How to Write Requirements So Your Engineers Don't Hate You
Writing requirements is more of an art than a science. But this oft-overlooked skill can be the difference between a project succeeding on time, on budget, and with actual impact, versus a project that lives in perpetual chaos and fizzles out because nobody really knows what anybody else is doing. And writing requirements is not cool. It is not sexy. It is a soft(ish?) skill in a world dominated by hard-skilled engineers who can't be bothered with such frivolities.
I have seen plenty of requirements that look like this: "Send an email to the user when they add product A to their existing product B subscription." Then the PMs brush off their fleece vests, close their laptops, and head to kombucha happy hour trivia, only for engineers to grumpily respond that this requirement is bad. Or worse, and perhaps more common, nobody says anything, and the project stalls until implementation starts or someone realizes the requirement is impossible to meet.
So let's unpack the requirements writing process. On the surface, the example above sounds like an easy requirement to meet, right? What is so hard about sending an email?
Half-Baked Requirements
Firstly, the copy of the email is not addressed. Do you really want engineers writing that? Not really. You are going to need to provide copy, a proof, and a wireframe. Possibly internationalization too, if you do not already have a solution for that. Also, what links should be in the email? Do those links need to be pre-signed, private, or something else? Is delivery legally required, and does that imply data audit or storage requirements?

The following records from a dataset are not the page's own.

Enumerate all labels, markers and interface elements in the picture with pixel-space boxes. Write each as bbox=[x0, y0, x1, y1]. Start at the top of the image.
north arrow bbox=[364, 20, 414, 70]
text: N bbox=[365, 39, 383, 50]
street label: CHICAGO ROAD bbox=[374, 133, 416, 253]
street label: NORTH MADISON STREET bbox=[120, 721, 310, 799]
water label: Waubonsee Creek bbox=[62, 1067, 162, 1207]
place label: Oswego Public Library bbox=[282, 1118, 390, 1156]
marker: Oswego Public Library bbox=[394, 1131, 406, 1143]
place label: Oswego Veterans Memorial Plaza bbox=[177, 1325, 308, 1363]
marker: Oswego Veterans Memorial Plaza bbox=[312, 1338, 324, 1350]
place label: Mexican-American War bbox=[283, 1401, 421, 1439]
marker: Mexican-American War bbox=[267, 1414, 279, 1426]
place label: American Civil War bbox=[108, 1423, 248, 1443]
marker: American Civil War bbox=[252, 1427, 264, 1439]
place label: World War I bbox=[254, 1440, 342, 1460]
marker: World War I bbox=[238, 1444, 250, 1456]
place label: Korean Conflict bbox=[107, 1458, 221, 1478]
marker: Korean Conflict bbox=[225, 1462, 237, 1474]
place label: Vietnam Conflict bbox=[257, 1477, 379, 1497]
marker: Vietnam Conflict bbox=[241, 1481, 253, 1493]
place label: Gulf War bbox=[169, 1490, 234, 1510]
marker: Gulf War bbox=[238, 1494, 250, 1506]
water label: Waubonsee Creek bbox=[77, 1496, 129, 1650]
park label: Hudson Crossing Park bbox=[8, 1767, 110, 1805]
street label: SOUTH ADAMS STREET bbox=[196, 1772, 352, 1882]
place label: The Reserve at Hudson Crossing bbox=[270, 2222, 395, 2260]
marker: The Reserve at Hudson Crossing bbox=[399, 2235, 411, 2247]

The requirement also says "send an email," but how quickly does it need to be sent? One second? One minute? One week? Each of these options has different engineering implications. Ultra low latency likely needs to live in the "hot path" of a customer facing flow, which introduces reliability and stability concerns. Longer latency might be handled through a fire-and-forget event pipeline (assuming one exists). Even longer latency could be handled through a batch job. All of these decisions have technical costs, tradeoffs, and implications on the current status quo of the rest of company operations. A good requirement considers these. You shouldn't "require" one second latency if there is no meaningful customer difference between one second and one minute, especially when that one second latency might have 10x the implementation cost. It can be difficult to estimate implementation cost as a non-engineer, but at minimum, you should at least be aware that tradeoffs exist and do your due diligence in evaluating the customer-side impact.
Finally, the requirement mentions sending users information about product A when they add product B, but it doesn't mention (or at least demonstrate awareness of) potential implications to existing product A flows. Do we need to modify emails for product A to now be aware of product B? Is that even possible given the mechanisms for sending product A emails? Are there edge cases (such as a user with product B but no product A) that we need to account for? That might not be reflected in the requirement, but it can easily become a major downstream problem.
What am I Missing?
So right away, we have uncovered a few issues with our "simple" requirement that's starting to look not so simple after all:
- Incomplete requirements: No copy, no templates, no wireframes.
- Lack of specificity: No latency requirements or tradeoffs mentioned.
- Missing data investigation: Is the data needed to determine whether a user has product A available at the point where product B is added or renewed?
- No status quo analysis: What happens to existing flows if this new path is introduced?
- Ownership gaps: Who owns and maintains these new customer communications?
This list isn't exhaustive, of course. An exhaustive list will vary from project to project and company to company. But these are exactly the kinds of questions that go unanswered and quietly fall through the gaps. If you have ever wondered why a project is rife with chaos and never quite gets delivered, it is usually because the answers to these questions are being made up on the fly, neglected entirely, or discovered too late and force a painful revisit of designs and estimates.
Are requirements the root of all evil? Maybe. But something something about necessary evils and all that.
Writing a Better Requirement
There is no secret, 100% correct formula for writing requirements that magically answers every issue that will come up. There are plenty of helpful guides, but a definitive answer simply does not exist.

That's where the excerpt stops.